### Exercise description
Scan the entries below. Report each line where the string "fabs" occurs.

### Data under study
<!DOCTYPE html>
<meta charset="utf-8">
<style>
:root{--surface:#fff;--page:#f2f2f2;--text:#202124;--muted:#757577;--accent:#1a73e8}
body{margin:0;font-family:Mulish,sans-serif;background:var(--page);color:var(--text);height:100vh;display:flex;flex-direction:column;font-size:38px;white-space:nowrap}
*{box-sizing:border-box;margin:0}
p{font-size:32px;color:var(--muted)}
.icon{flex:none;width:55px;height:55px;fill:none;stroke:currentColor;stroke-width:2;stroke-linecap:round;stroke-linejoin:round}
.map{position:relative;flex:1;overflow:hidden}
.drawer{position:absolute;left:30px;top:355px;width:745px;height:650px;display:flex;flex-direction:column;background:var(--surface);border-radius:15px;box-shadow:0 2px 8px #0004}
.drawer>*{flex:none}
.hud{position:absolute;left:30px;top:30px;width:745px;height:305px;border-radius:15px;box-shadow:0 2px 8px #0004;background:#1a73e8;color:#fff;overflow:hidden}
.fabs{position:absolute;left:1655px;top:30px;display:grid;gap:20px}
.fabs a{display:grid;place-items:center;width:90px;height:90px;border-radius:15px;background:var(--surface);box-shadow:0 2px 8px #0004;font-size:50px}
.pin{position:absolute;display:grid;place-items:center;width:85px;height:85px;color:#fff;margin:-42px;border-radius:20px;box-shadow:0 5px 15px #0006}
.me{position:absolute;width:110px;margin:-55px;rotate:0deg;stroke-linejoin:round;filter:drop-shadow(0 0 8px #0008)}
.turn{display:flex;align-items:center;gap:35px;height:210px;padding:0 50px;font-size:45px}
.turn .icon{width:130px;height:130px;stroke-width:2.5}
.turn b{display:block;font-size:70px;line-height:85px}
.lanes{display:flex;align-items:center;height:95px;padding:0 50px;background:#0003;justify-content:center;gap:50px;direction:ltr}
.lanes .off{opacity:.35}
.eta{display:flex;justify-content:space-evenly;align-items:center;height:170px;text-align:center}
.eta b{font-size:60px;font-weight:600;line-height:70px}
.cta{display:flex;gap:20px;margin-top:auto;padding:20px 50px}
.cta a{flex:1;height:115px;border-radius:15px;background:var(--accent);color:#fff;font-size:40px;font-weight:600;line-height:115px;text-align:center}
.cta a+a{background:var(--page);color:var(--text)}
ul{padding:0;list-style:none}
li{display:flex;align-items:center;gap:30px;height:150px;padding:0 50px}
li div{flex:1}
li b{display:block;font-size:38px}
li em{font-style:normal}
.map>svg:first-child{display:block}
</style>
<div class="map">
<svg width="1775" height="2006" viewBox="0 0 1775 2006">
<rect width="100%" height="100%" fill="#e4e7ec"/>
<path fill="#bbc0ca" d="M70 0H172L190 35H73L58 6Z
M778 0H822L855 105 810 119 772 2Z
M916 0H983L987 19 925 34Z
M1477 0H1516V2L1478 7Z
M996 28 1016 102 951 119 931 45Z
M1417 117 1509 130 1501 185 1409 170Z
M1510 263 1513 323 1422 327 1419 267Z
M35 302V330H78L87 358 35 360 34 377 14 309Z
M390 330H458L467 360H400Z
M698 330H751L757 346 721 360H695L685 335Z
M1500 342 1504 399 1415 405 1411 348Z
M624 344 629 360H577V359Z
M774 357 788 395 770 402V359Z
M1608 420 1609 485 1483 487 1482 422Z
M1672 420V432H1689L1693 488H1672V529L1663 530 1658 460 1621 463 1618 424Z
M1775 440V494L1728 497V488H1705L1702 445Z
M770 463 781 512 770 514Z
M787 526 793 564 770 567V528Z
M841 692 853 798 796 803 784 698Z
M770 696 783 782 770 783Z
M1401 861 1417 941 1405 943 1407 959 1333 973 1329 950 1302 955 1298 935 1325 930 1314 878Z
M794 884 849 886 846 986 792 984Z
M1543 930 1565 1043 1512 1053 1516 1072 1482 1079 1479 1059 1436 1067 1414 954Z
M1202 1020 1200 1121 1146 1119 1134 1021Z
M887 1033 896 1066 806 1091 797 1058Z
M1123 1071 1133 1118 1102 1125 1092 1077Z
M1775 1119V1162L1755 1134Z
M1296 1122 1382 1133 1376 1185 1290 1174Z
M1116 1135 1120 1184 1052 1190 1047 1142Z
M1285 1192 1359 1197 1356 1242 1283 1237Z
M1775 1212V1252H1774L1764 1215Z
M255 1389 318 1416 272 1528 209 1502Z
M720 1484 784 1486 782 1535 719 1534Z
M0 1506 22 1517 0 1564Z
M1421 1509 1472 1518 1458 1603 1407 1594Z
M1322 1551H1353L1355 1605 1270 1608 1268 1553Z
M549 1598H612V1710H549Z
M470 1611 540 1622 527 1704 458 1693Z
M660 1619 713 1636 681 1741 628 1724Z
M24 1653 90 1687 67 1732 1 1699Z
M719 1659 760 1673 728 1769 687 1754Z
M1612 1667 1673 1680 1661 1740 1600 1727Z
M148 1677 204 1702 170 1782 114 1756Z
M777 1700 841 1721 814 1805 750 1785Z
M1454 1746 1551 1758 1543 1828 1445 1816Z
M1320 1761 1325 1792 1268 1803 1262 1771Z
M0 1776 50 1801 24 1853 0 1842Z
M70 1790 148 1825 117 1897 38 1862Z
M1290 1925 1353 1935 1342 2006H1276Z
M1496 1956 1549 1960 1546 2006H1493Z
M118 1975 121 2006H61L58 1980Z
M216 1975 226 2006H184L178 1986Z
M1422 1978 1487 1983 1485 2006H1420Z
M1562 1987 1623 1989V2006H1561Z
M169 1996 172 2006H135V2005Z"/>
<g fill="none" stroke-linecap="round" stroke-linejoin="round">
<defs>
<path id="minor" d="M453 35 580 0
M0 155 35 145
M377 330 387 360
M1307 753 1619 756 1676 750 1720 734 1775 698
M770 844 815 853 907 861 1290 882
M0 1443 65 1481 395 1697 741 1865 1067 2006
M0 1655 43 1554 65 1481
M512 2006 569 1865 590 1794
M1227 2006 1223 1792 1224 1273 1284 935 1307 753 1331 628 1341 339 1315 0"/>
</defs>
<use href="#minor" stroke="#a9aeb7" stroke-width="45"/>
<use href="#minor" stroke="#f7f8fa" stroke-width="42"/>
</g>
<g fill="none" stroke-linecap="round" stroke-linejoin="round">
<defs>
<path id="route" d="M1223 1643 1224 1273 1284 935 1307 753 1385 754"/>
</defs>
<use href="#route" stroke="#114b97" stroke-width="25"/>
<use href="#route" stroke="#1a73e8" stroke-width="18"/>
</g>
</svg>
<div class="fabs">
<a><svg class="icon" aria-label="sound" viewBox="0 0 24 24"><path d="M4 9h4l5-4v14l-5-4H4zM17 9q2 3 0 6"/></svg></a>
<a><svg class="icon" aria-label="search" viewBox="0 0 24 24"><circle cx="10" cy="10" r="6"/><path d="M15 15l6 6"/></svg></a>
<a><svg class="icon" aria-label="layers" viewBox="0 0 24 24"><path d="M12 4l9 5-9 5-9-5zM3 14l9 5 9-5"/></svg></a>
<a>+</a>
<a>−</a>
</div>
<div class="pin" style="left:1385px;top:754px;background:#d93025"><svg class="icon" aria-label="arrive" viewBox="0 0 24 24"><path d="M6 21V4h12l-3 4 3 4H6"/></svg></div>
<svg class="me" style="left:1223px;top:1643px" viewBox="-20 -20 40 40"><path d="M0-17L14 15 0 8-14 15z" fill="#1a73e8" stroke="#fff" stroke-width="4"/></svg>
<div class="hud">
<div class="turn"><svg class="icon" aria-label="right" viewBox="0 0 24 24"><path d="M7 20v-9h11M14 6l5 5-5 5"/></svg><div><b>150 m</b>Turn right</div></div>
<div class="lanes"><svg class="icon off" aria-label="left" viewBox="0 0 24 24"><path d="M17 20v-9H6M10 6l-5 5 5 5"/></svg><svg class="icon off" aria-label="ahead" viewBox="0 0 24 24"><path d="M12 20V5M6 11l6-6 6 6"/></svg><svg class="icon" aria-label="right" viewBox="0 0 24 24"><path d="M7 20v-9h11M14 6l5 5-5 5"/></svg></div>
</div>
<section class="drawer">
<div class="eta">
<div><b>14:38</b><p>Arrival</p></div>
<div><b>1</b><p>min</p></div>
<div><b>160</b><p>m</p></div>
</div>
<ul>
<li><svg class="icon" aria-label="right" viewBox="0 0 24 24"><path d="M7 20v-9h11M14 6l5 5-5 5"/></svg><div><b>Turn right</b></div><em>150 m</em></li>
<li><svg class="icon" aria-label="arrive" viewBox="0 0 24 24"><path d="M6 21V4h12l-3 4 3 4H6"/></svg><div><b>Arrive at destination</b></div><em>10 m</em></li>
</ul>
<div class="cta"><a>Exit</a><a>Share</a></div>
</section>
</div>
* * *
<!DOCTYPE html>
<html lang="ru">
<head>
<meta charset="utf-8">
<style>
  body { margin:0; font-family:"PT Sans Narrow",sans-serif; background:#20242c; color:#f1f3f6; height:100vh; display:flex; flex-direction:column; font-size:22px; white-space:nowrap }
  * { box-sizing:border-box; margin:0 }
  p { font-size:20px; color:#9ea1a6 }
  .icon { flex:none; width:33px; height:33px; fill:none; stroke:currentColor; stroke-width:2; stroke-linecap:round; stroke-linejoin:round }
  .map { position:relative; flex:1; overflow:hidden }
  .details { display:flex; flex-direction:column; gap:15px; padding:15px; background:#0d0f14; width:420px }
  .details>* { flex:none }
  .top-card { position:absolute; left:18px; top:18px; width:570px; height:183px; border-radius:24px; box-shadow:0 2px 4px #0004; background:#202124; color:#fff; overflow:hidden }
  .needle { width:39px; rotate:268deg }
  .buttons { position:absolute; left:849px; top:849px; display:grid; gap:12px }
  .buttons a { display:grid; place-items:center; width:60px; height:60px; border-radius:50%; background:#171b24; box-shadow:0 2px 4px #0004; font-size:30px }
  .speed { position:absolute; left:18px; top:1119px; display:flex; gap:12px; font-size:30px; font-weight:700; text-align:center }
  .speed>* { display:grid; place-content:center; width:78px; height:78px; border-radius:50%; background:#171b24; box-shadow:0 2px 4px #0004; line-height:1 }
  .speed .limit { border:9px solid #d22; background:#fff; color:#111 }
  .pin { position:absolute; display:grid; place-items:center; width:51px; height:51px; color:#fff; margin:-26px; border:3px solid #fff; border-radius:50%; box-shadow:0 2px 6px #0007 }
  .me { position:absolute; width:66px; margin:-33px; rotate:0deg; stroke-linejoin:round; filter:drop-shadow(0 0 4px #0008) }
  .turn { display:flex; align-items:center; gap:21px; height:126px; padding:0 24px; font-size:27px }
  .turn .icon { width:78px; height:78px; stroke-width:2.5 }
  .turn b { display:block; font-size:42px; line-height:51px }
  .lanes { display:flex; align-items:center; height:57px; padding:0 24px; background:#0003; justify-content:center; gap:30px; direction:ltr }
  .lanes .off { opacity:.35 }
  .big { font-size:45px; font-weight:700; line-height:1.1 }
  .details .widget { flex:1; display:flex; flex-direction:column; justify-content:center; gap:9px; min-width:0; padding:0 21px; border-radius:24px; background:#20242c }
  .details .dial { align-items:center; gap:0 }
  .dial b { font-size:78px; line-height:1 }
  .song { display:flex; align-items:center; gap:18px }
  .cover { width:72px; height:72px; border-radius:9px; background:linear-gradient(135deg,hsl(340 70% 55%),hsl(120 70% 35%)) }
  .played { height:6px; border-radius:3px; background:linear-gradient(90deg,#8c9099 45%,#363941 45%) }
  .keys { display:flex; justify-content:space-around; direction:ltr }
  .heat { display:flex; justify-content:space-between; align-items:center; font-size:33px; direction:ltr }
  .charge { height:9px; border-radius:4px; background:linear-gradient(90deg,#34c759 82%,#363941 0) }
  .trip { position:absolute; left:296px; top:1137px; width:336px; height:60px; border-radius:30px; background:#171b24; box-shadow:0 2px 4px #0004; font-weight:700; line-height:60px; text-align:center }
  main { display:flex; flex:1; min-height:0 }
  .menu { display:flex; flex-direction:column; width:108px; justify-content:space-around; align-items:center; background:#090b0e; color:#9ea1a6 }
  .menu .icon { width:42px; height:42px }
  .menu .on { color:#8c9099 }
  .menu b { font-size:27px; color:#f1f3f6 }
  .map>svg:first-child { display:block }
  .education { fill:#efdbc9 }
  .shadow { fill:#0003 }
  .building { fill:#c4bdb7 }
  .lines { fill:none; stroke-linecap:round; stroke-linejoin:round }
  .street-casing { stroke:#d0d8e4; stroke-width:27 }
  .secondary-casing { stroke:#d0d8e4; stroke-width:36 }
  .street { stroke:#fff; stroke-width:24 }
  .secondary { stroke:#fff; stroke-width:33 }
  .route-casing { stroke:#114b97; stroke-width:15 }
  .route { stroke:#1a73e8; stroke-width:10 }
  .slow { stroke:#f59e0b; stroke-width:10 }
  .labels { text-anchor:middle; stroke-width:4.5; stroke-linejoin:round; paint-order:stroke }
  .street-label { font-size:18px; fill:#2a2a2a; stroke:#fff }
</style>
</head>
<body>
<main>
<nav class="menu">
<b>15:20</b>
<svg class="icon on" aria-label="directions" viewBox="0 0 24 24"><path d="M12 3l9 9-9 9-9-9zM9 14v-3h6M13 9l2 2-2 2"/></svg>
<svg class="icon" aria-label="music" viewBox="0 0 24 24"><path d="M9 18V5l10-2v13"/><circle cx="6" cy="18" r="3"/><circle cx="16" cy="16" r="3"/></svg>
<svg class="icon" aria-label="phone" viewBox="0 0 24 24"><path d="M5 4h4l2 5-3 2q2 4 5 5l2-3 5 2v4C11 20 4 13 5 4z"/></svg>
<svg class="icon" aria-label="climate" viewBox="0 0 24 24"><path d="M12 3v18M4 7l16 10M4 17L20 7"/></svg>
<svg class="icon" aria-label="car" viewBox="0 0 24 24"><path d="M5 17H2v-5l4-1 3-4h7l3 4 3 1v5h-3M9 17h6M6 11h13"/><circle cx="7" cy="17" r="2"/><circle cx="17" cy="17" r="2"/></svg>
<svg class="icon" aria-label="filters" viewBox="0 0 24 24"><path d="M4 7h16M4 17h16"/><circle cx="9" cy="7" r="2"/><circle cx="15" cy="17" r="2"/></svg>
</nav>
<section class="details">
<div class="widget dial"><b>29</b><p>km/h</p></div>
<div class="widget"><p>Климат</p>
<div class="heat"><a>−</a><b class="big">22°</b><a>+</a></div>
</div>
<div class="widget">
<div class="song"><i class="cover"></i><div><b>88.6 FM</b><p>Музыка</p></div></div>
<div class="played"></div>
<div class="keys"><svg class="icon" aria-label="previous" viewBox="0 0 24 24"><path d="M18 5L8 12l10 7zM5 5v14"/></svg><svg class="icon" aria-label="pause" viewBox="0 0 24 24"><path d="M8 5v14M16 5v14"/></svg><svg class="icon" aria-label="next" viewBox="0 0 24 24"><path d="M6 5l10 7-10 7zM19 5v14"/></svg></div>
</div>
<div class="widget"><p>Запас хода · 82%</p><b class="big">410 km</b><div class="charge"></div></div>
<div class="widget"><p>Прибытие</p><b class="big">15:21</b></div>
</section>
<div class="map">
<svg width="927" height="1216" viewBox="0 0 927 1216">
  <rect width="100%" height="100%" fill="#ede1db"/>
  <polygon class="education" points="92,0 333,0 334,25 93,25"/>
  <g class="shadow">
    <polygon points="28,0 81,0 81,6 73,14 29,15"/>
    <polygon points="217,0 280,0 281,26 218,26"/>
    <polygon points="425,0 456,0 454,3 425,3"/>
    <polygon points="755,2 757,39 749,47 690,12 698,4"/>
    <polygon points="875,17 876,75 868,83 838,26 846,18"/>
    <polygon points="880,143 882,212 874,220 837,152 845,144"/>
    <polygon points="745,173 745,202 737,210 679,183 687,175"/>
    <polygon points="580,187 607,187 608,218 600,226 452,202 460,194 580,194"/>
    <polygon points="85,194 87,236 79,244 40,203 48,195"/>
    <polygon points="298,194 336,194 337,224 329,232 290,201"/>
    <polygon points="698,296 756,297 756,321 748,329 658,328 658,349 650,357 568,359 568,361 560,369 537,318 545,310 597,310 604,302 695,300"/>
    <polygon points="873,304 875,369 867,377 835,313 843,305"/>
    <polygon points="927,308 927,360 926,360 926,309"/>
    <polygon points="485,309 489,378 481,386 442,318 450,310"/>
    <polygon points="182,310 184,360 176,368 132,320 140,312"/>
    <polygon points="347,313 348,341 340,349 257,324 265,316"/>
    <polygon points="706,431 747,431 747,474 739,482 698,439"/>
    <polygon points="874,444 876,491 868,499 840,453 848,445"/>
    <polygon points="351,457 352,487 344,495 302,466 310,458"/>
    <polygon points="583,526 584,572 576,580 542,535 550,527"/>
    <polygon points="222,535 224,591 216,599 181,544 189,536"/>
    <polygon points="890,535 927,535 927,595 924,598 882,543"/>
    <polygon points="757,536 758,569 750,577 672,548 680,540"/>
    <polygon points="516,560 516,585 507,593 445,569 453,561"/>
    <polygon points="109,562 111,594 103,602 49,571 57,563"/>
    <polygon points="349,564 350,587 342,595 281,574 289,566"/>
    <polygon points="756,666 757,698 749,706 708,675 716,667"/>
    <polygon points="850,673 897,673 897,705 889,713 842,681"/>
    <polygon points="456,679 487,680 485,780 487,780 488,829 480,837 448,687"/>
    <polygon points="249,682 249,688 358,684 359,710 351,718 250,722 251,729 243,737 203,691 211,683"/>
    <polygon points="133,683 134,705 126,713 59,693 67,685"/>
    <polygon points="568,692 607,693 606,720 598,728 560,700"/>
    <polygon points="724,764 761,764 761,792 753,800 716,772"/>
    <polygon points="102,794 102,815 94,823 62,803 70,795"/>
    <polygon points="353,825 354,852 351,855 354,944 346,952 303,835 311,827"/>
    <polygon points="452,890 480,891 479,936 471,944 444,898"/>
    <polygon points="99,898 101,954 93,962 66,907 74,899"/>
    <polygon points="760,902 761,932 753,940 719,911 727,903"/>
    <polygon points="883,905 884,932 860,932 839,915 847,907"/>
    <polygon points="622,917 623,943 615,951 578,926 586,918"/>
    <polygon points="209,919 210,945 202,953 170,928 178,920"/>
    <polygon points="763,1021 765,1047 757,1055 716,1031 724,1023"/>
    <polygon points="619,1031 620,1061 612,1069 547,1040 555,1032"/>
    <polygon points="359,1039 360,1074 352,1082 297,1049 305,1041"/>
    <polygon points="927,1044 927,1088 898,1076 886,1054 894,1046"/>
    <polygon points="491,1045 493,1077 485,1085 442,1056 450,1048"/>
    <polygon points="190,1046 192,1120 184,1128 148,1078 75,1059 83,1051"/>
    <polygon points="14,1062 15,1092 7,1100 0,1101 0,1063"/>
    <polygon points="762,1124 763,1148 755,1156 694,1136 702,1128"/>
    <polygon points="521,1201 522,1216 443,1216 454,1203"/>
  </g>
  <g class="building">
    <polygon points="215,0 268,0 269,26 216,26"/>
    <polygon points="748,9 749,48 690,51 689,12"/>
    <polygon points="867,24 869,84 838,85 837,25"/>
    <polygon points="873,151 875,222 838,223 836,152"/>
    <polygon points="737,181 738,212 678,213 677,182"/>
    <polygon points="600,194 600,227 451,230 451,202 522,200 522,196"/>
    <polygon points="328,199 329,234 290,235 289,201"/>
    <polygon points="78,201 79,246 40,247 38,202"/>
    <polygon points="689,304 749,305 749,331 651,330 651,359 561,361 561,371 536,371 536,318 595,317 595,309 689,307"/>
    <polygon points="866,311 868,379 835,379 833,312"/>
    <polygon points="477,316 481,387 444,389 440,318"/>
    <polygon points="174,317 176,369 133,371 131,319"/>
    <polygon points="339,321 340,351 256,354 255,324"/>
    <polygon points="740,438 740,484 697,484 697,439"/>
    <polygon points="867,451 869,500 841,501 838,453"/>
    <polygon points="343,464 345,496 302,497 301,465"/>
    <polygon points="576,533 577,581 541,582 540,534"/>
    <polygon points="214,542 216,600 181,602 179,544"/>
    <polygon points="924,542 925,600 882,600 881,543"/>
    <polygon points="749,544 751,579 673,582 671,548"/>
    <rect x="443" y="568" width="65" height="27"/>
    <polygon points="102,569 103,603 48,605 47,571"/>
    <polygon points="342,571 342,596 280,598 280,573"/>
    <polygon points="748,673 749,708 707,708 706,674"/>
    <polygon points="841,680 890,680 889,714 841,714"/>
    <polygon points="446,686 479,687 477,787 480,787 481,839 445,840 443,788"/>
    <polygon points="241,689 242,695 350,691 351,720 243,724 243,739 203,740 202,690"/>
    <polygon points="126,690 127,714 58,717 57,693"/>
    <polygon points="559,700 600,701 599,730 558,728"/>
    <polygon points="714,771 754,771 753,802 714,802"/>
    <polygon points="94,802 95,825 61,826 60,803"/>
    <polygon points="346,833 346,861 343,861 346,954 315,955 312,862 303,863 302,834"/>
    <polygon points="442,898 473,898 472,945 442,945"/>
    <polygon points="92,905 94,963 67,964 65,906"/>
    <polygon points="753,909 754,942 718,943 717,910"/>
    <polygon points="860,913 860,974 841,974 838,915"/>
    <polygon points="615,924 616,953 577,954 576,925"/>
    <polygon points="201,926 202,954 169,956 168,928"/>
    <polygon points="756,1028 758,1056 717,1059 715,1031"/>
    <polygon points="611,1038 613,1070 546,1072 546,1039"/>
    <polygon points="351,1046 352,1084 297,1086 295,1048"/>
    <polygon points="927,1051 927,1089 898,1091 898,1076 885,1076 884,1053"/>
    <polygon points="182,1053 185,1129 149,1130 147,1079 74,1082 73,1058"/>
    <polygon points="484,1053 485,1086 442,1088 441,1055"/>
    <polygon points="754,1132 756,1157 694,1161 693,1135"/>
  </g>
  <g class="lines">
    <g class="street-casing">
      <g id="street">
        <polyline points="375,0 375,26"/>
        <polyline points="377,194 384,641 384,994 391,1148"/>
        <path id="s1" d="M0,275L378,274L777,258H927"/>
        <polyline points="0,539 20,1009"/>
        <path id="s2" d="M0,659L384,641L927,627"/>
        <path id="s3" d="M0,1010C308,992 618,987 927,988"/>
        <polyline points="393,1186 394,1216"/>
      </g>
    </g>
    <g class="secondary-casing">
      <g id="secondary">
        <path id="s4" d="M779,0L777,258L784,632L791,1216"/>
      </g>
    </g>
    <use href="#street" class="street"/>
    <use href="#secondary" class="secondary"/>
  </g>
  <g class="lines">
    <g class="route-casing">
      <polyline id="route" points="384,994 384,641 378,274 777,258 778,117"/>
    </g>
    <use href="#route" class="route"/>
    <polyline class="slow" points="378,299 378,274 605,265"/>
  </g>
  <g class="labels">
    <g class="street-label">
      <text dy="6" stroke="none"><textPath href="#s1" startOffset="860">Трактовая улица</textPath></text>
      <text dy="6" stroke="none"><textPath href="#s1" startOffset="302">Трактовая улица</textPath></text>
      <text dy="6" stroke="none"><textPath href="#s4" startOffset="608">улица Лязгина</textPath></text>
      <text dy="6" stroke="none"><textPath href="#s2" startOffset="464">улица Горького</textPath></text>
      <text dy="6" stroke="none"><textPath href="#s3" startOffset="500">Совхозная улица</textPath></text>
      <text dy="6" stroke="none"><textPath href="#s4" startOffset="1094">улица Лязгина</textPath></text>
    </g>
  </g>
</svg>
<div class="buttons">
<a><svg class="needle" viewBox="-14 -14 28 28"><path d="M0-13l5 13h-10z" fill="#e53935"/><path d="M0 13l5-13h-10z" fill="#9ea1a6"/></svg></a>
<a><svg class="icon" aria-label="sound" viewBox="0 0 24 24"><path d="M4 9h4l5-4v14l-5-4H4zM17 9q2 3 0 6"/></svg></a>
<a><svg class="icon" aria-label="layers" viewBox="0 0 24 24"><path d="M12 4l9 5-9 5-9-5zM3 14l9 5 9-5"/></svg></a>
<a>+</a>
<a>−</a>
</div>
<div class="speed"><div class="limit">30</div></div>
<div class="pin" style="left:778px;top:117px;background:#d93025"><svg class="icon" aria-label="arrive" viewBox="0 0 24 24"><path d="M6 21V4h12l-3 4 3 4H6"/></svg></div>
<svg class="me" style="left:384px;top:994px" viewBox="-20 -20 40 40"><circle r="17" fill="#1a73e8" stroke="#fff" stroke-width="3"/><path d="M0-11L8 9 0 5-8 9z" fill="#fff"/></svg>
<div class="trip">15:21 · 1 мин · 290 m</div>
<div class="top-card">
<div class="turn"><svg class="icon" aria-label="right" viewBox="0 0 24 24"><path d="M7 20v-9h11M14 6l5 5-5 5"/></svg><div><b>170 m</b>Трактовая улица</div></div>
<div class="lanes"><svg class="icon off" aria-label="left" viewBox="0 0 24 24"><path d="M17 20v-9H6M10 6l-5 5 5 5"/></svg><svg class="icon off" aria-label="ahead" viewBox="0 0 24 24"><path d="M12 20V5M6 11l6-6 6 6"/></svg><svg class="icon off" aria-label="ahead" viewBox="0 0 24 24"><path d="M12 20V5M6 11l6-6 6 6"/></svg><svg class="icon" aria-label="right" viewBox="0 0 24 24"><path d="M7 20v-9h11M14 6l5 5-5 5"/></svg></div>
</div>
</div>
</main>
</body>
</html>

### Problem solution
.fabs{position:absolute;left:1655px;top:30px;display:grid;gap:20px}
.fabs a{display:grid;place-items:center;width:90px;height:90px;border-radius:15px;background:var(--surface);box-shadow:0 2px 8px #0004;font-size:50px}
<div class="fabs">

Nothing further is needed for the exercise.